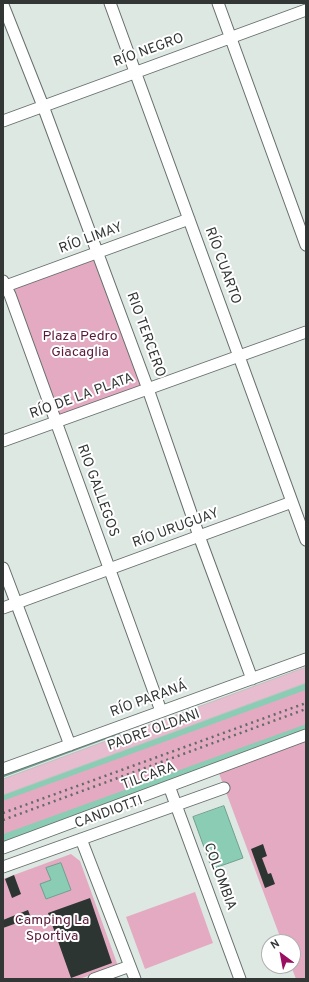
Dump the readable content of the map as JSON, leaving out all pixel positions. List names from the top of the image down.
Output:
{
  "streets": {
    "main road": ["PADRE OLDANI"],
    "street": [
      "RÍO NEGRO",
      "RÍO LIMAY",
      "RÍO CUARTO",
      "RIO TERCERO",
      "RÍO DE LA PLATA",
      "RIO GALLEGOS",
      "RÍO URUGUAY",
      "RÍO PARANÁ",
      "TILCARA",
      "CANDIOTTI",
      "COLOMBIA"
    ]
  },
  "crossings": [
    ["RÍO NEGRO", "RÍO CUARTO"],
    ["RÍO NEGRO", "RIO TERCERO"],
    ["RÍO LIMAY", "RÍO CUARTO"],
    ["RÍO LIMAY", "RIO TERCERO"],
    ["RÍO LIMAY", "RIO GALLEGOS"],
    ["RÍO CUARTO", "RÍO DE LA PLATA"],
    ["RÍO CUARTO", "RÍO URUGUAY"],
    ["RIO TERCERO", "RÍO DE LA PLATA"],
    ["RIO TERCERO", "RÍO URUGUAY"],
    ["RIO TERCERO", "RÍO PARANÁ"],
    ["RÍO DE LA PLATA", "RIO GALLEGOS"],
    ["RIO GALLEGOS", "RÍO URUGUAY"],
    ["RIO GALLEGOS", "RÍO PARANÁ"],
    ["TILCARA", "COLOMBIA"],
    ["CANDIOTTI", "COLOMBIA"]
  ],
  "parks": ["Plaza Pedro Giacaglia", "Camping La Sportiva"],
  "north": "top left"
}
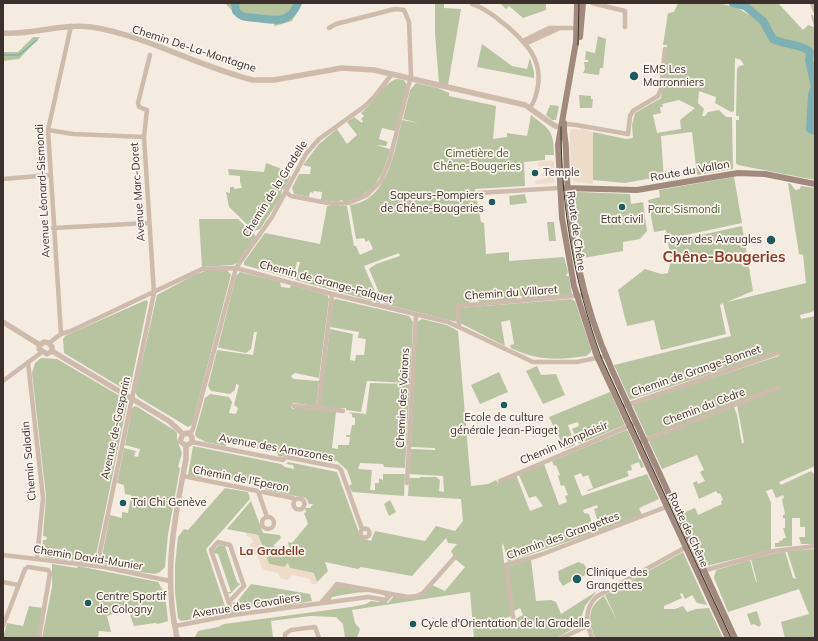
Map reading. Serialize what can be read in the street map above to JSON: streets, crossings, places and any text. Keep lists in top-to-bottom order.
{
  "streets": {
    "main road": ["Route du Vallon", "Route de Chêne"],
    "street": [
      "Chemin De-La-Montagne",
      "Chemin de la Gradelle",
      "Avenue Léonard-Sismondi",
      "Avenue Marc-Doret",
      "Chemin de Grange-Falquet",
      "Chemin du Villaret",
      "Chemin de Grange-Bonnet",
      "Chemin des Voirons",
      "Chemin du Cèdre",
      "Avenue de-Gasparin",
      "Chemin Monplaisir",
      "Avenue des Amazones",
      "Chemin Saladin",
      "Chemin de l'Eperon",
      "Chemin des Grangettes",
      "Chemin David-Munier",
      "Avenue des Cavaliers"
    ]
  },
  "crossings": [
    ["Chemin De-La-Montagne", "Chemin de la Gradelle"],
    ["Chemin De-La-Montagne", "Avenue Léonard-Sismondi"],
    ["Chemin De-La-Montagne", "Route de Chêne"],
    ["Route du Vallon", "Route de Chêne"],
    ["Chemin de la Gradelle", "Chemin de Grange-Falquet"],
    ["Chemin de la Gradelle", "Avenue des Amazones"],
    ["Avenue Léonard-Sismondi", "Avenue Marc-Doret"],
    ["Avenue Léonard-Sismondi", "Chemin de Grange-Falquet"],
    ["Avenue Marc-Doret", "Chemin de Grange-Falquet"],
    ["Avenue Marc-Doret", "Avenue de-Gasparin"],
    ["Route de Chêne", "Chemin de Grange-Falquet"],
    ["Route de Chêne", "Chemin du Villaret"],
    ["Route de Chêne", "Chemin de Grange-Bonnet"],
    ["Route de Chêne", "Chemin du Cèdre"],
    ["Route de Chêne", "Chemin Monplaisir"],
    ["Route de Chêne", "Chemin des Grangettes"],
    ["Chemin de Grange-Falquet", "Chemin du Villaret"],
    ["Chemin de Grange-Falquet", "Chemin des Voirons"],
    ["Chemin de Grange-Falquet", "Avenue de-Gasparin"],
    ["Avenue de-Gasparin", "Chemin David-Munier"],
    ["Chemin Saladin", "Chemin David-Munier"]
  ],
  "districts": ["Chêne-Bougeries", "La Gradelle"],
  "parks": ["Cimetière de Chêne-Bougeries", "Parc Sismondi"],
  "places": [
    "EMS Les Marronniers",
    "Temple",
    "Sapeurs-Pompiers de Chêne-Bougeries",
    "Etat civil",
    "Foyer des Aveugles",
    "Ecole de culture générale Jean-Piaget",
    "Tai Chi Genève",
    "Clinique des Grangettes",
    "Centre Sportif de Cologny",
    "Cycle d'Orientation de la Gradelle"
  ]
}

____________________

EXERCISE REQUIREMENTS:
Repeat the records above exactly, without any pictures.

EXERCISE SOLUTION:
Dump the readable content of the map as JSON, leaving out all pixel positions. List names from the top of the image down.
Output:
{
  "streets": {
    "main road": ["PADRE OLDANI"],
    "street": [
      "RÍO NEGRO",
      "RÍO LIMAY",
      "RÍO CUARTO",
      "RIO TERCERO",
      "RÍO DE LA PLATA",
      "RIO GALLEGOS",
      "RÍO URUGUAY",
      "RÍO PARANÁ",
      "TILCARA",
      "CANDIOTTI",
      "COLOMBIA"
    ]
  },
  "crossings": [
    ["RÍO NEGRO", "RÍO CUARTO"],
    ["RÍO NEGRO", "RIO TERCERO"],
    ["RÍO LIMAY", "RÍO CUARTO"],
    ["RÍO LIMAY", "RIO TERCERO"],
    ["RÍO LIMAY", "RIO GALLEGOS"],
    ["RÍO CUARTO", "RÍO DE LA PLATA"],
    ["RÍO CUARTO", "RÍO URUGUAY"],
    ["RIO TERCERO", "RÍO DE LA PLATA"],
    ["RIO TERCERO", "RÍO URUGUAY"],
    ["RIO TERCERO", "RÍO PARANÁ"],
    ["RÍO DE LA PLATA", "RIO GALLEGOS"],
    ["RIO GALLEGOS", "RÍO URUGUAY"],
    ["RIO GALLEGOS", "RÍO PARANÁ"],
    ["TILCARA", "COLOMBIA"],
    ["CANDIOTTI", "COLOMBIA"]
  ],
  "parks": ["Plaza Pedro Giacaglia", "Camping La Sportiva"],
  "north": "top left"
}
Map reading. Serialize what can be read in the street map above to JSON: streets, crossings, places and any text. Keep lists in top-to-bottom order.
{
  "streets": {
    "main road": ["Route du Vallon", "Route de Chêne"],
    "street": [
      "Chemin De-La-Montagne",
      "Chemin de la Gradelle",
      "Avenue Léonard-Sismondi",
      "Avenue Marc-Doret",
      "Chemin de Grange-Falquet",
      "Chemin du Villaret",
      "Chemin de Grange-Bonnet",
      "Chemin des Voirons",
      "Chemin du Cèdre",
      "Avenue de-Gasparin",
      "Chemin Monplaisir",
      "Avenue des Amazones",
      "Chemin Saladin",
      "Chemin de l'Eperon",
      "Chemin des Grangettes",
      "Chemin David-Munier",
      "Avenue des Cavaliers"
    ]
  },
  "crossings": [
    ["Chemin De-La-Montagne", "Chemin de la Gradelle"],
    ["Chemin De-La-Montagne", "Avenue Léonard-Sismondi"],
    ["Chemin De-La-Montagne", "Route de Chêne"],
    ["Route du Vallon", "Route de Chêne"],
    ["Chemin de la Gradelle", "Chemin de Grange-Falquet"],
    ["Chemin de la Gradelle", "Avenue des Amazones"],
    ["Avenue Léonard-Sismondi", "Avenue Marc-Doret"],
    ["Avenue Léonard-Sismondi", "Chemin de Grange-Falquet"],
    ["Avenue Marc-Doret", "Chemin de Grange-Falquet"],
    ["Avenue Marc-Doret", "Avenue de-Gasparin"],
    ["Route de Chêne", "Chemin de Grange-Falquet"],
    ["Route de Chêne", "Chemin du Villaret"],
    ["Route de Chêne", "Chemin de Grange-Bonnet"],
    ["Route de Chêne", "Chemin du Cèdre"],
    ["Route de Chêne", "Chemin Monplaisir"],
    ["Route de Chêne", "Chemin des Grangettes"],
    ["Chemin de Grange-Falquet", "Chemin du Villaret"],
    ["Chemin de Grange-Falquet", "Chemin des Voirons"],
    ["Chemin de Grange-Falquet", "Avenue de-Gasparin"],
    ["Avenue de-Gasparin", "Chemin David-Munier"],
    ["Chemin Saladin", "Chemin David-Munier"]
  ],
  "districts": ["Chêne-Bougeries", "La Gradelle"],
  "parks": ["Cimetière de Chêne-Bougeries", "Parc Sismondi"],
  "places": [
    "EMS Les Marronniers",
    "Temple",
    "Sapeurs-Pompiers de Chêne-Bougeries",
    "Etat civil",
    "Foyer des Aveugles",
    "Ecole de culture générale Jean-Piaget",
    "Tai Chi Genève",
    "Clinique des Grangettes",
    "Centre Sportif de Cologny",
    "Cycle d'Orientation de la Gradelle"
  ]
}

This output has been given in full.